De indiener hoopt dat deze wet in de Staten-Generaal kan worden vastgesteld voor de zomer van 2013, zodat politieke partijen hier tijdig bij het voorbereiden van de verkiezingen rekening mee kunnen houden.
Tegelijkertijd met deze nota naar aanleiding van het verslag, zal er zal een nota van wijziging worden ingediend waarmee wordt beoogd dat het aantal wethouders zal worden uitgedrukt in een getal voor elke inwonercategorie in plaats van in een percentage van het aantal wethouders.
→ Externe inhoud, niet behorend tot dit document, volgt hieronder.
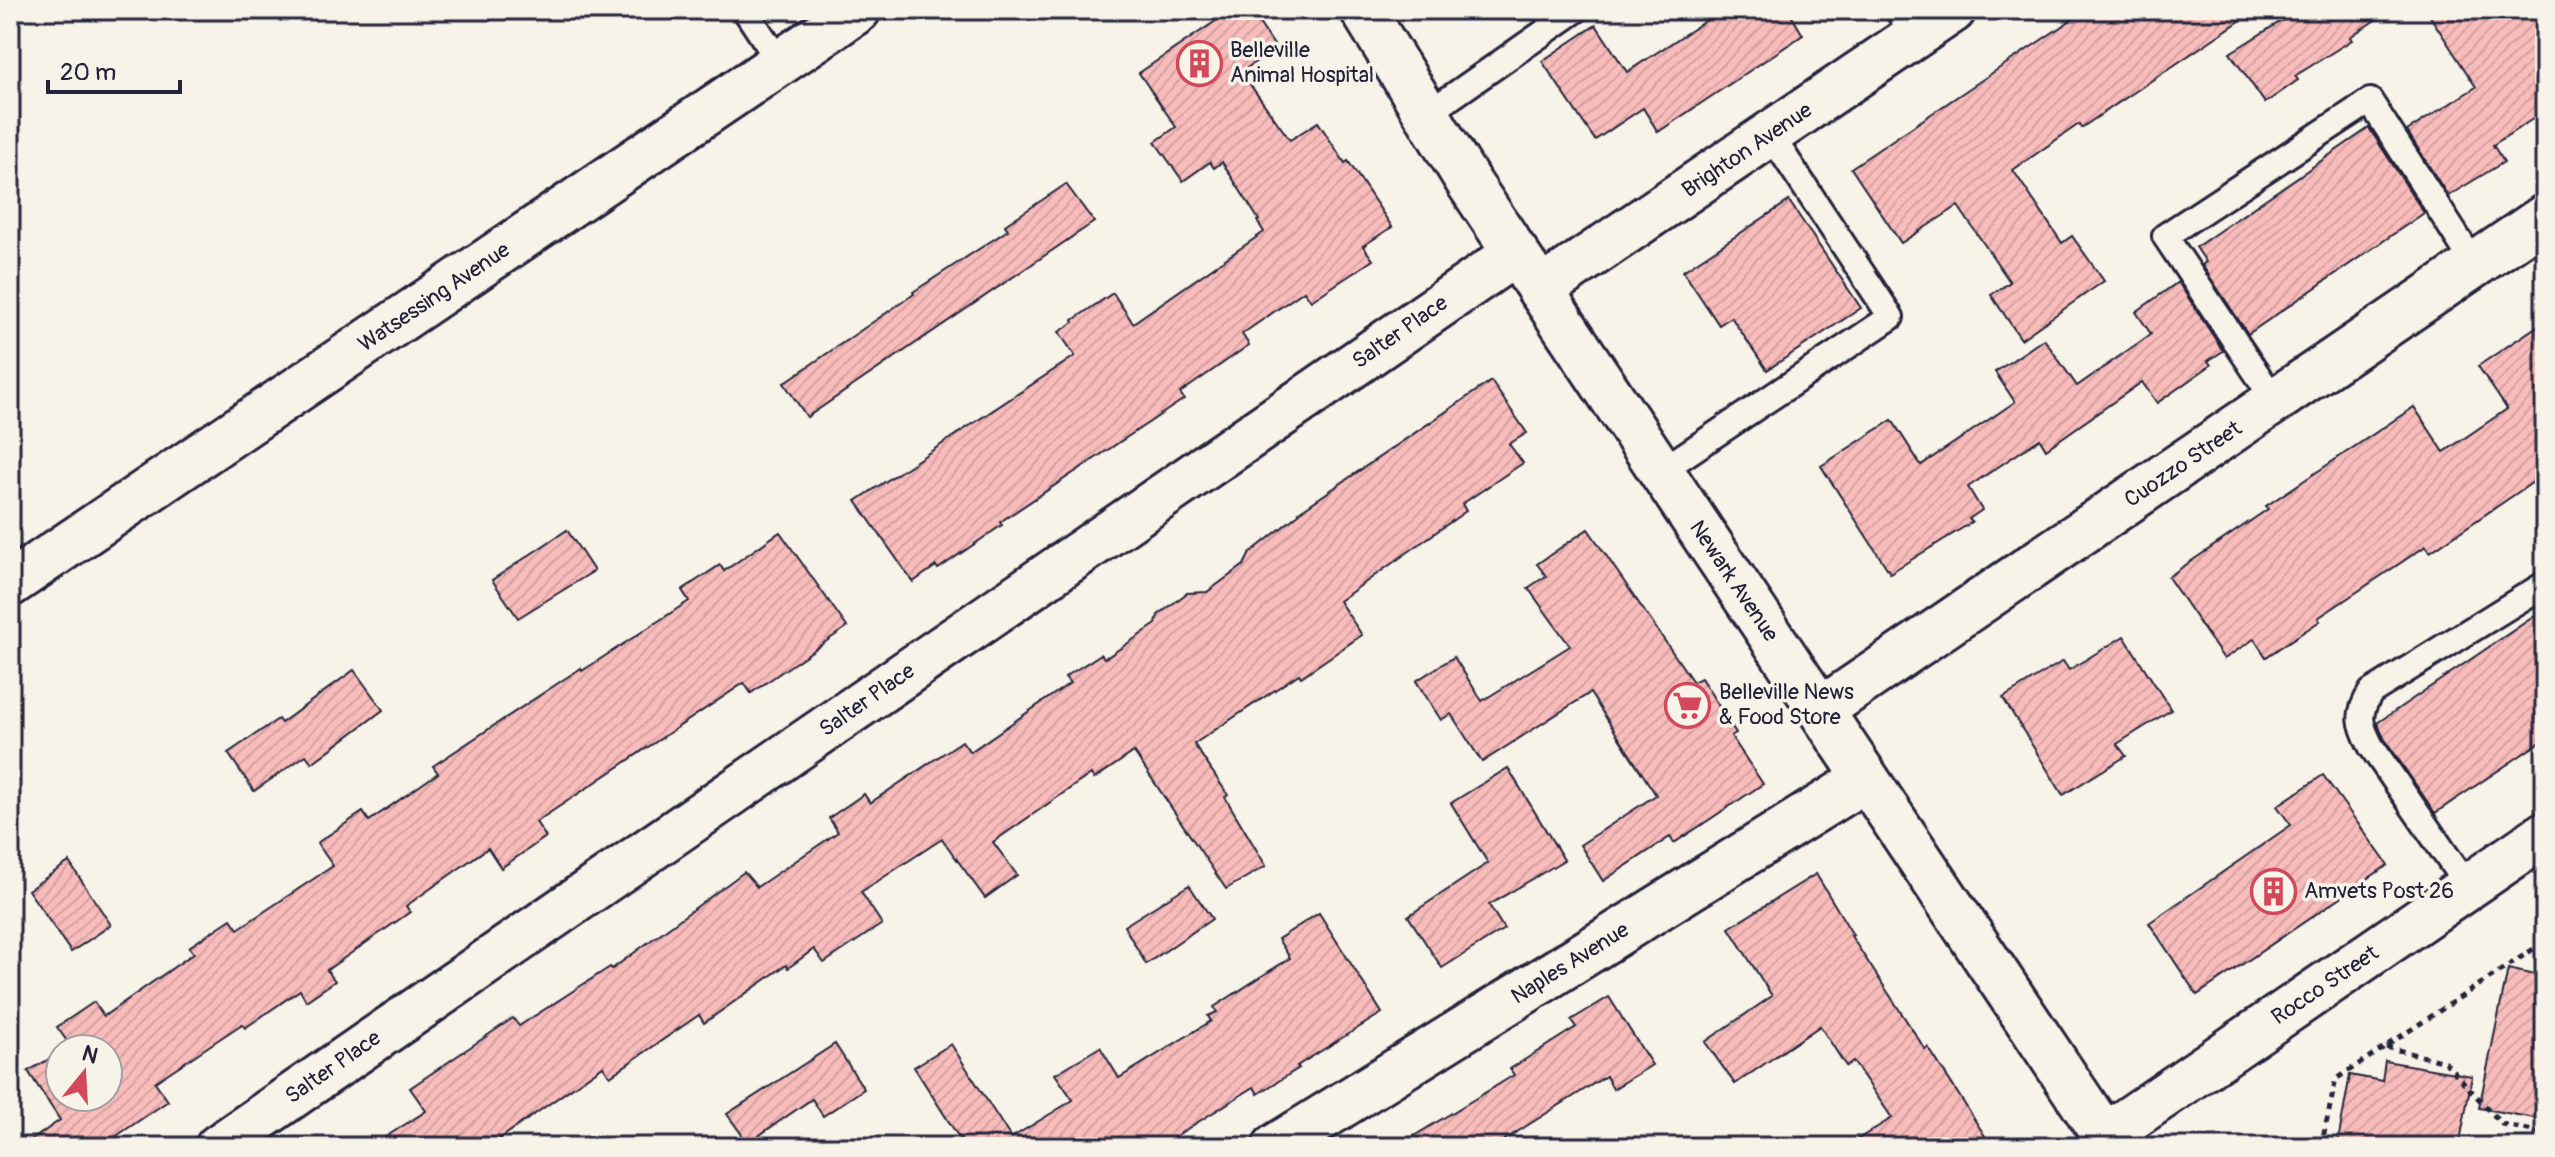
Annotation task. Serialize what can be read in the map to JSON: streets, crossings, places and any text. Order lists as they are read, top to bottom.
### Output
{
  "streets": {
    "street": [
      "Brighton Avenue",
      "Watsessing Avenue",
      "Salter Place",
      "Cuozzo Street",
      "Newark Avenue",
      "Naples Avenue",
      "Rocco Street"
    ]
  },
  "crossings": [
    ["Brighton Avenue", "Newark Avenue"],
    ["Salter Place", "Newark Avenue"],
    ["Cuozzo Street", "Newark Avenue"],
    ["Newark Avenue", "Naples Avenue"],
    ["Newark Avenue", "Rocco Street"]
  ],
  "places": {
    "building": ["Belleville Animal Hospital", "Amvets Post 26"],
    "supermarket": ["Belleville News & Food Store"]
  },
  "scale_bar": "20 m",
  "north": "top"
}
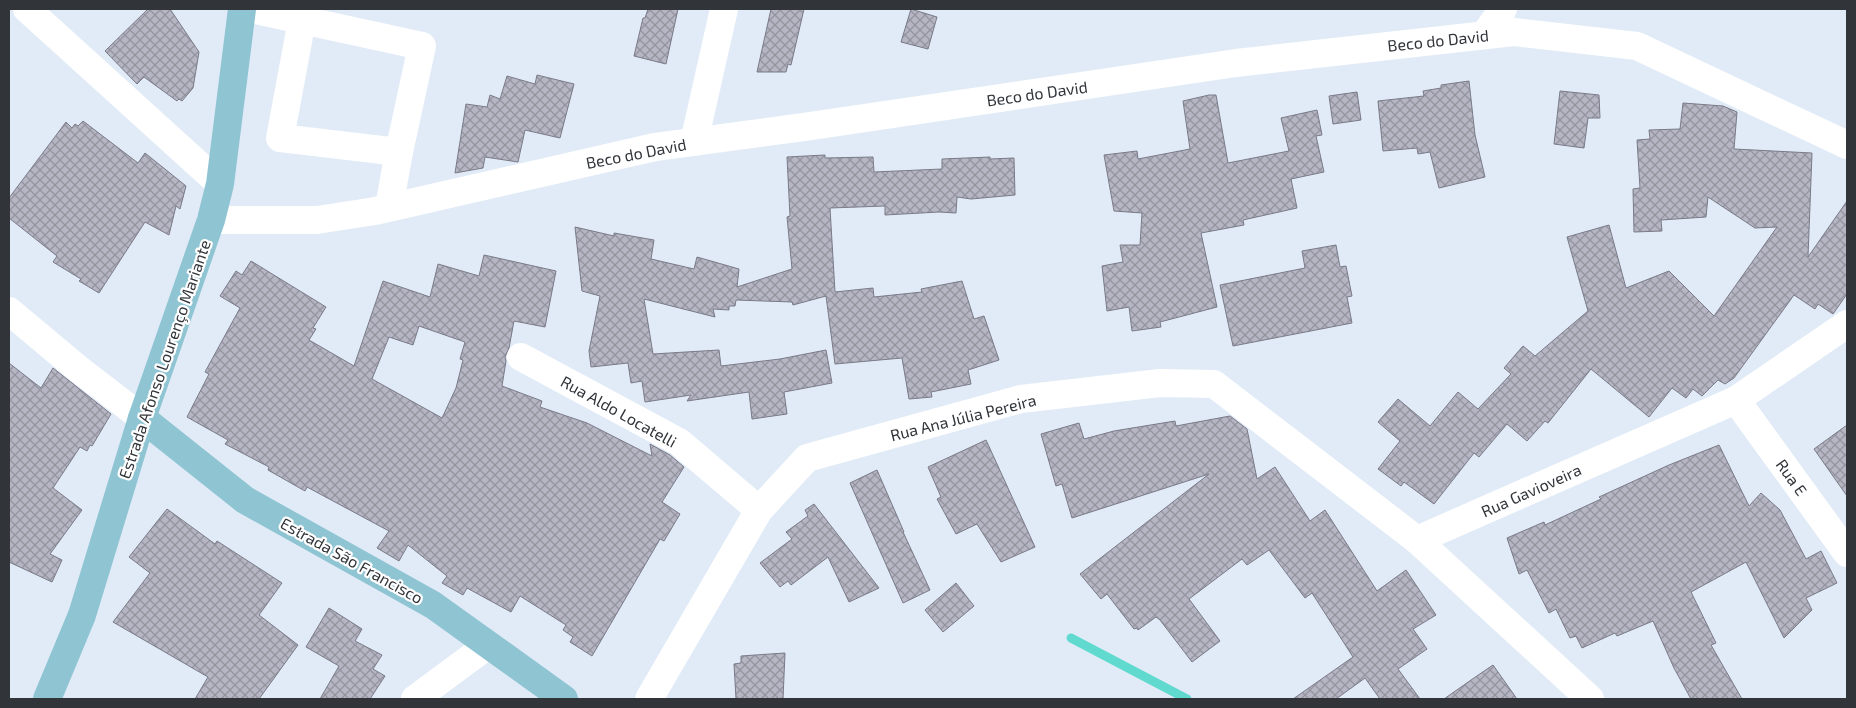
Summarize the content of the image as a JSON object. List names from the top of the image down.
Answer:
{
  "streets": {
    "main road": ["Estrada Afonso Lourenço Mariante", "Estrada São Francisco"],
    "street": [
      "Beco do David",
      "Rua Aldo Locatelli",
      "Rua Ana Júlia Pereira",
      "Rua E",
      "Rua Gavioveira"
    ]
  },
  "crossings": [
    ["Beco do David", "Estrada Afonso Lourenço Mariante"],
    ["Estrada Afonso Lourenço Mariante", "Estrada São Francisco"],
    ["Rua Aldo Locatelli", "Rua Ana Júlia Pereira"],
    ["Rua Ana Júlia Pereira", "Rua Gavioveira"],
    ["Rua E", "Rua Gavioveira"]
  ]
}
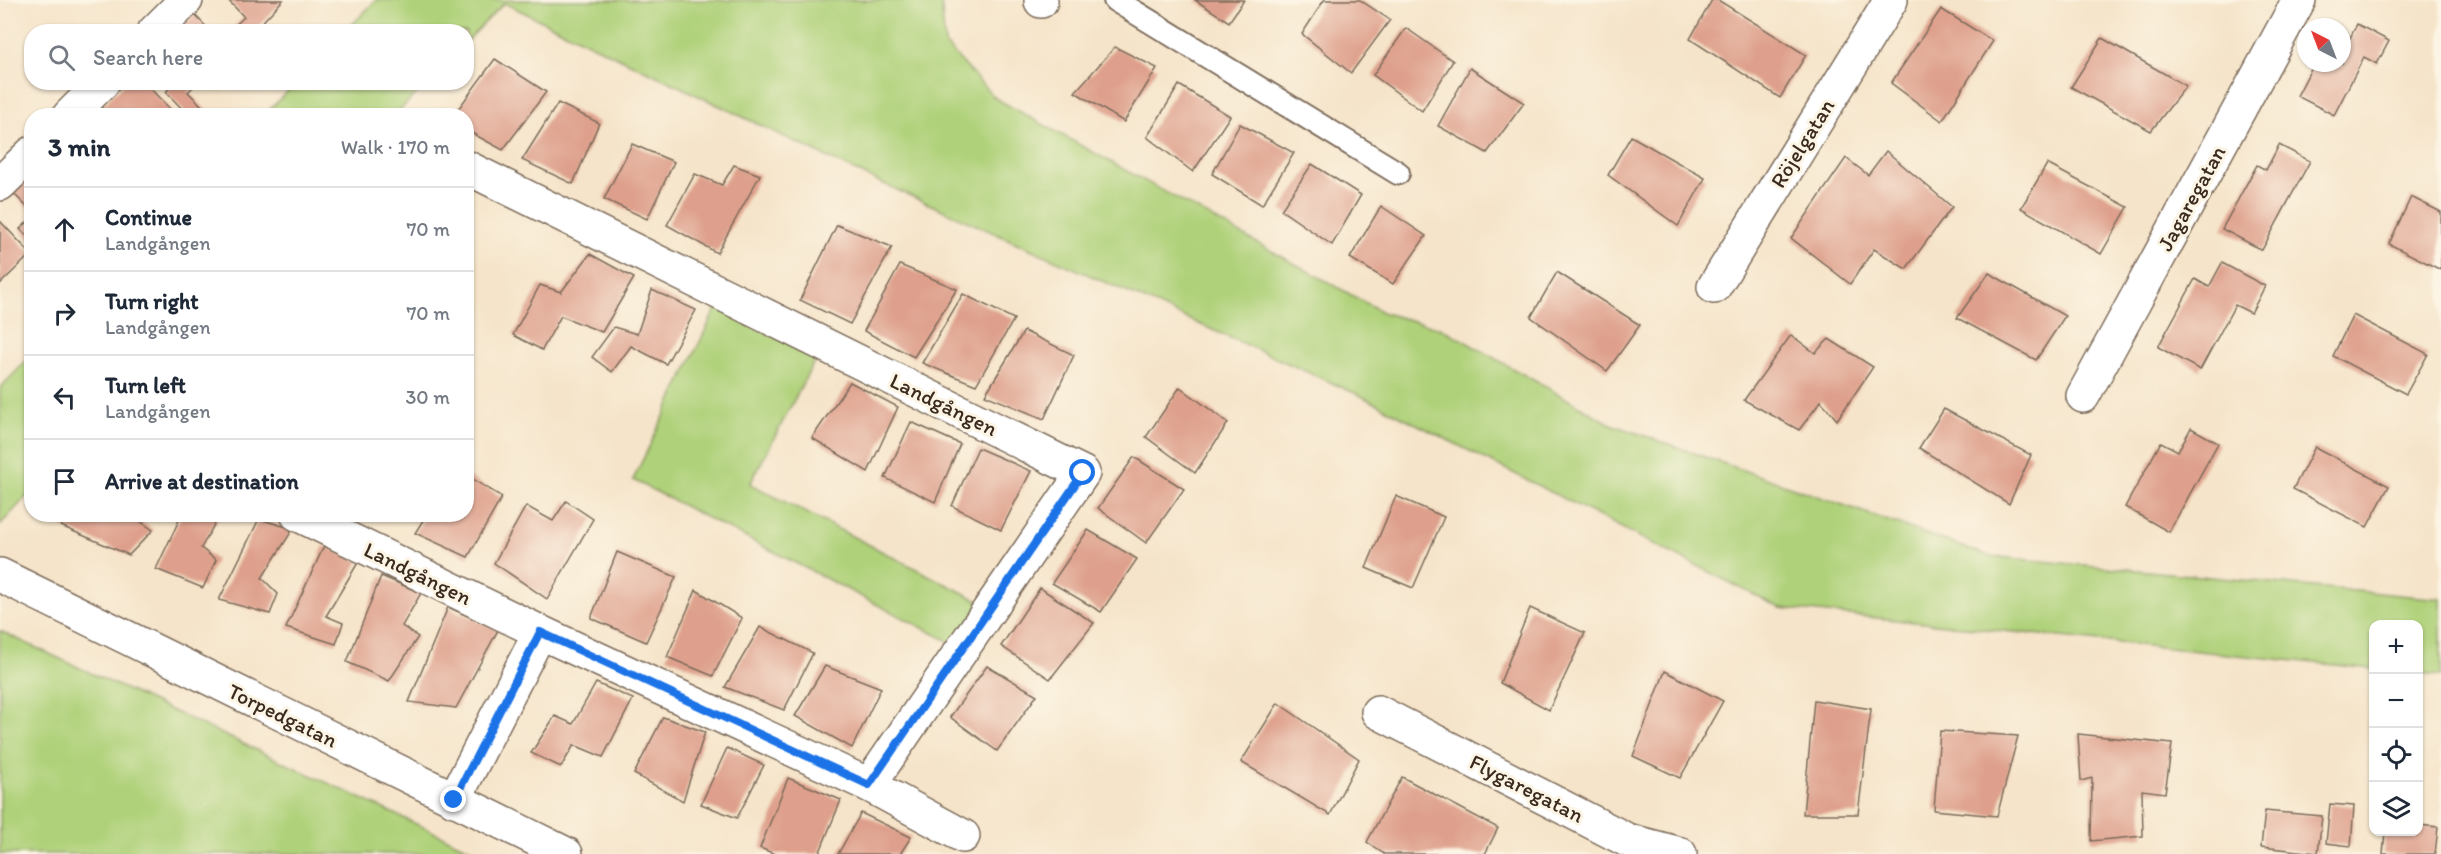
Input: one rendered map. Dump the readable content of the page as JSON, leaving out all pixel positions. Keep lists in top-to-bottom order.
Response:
{
  "streets": {
    "street": [
      "Röjelgatan",
      "Jagaregatan",
      "Landgången",
      "Torpedgatan",
      "Flygaregatan"
    ]
  },
  "north": "top left",
  "page": {
    "search": "Search here",
    "heading": ["3 min", "Walk · 170 m"],
    "list": [
      ["Continue", "Landgången", "70 m"],
      ["Turn right", "Landgången", "70 m"],
      ["Turn left", "Landgången", "30 m"],
      "Arrive at destination"
    ],
    "map_buttons": ["+", "−"]
  }
}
Het wetsvoorstel beoogt een correctie van een onbedoeld gevolg van de dualiseringscorrectie uit 2002 en niet primair een bezuiniging. De indiener heeft kennis genomen van het voornemen van de coalitie in het Regeerakkoord om de besparing van 18 miljoen euro niet ten goede te laten komen aan het Gemeentefonds om bijvoorbeeld te investeren in de professionalisering van gemeenteraden. Dit wetsvoorstel regelt strikt genomen niet de uitname uit het Gemeentefonds die verband houdt met deze beperking van het aantal gemeenteraadsleden. De indiener is geen voorstander van verlaging van de vergoeding van gemeenteraadsleden zoals bepleit door de fractie van de SP, mede omdat zijn voorstel niet primair is in ingegeven door bezuinigingsoverwegingen en ook omdat naar zijn mening een verlaging van de vergoeding de verhouding tussen de ervaren werkdruk en gewerkt aantal uren enerzijds en de vergoeding anderzijds, scheef zou trekken. Vanuit kleinere gemeenten wordt zelfs regelmatig aandacht gevraagd voor de naar verhouding te lage vergoeding voor raadsleden.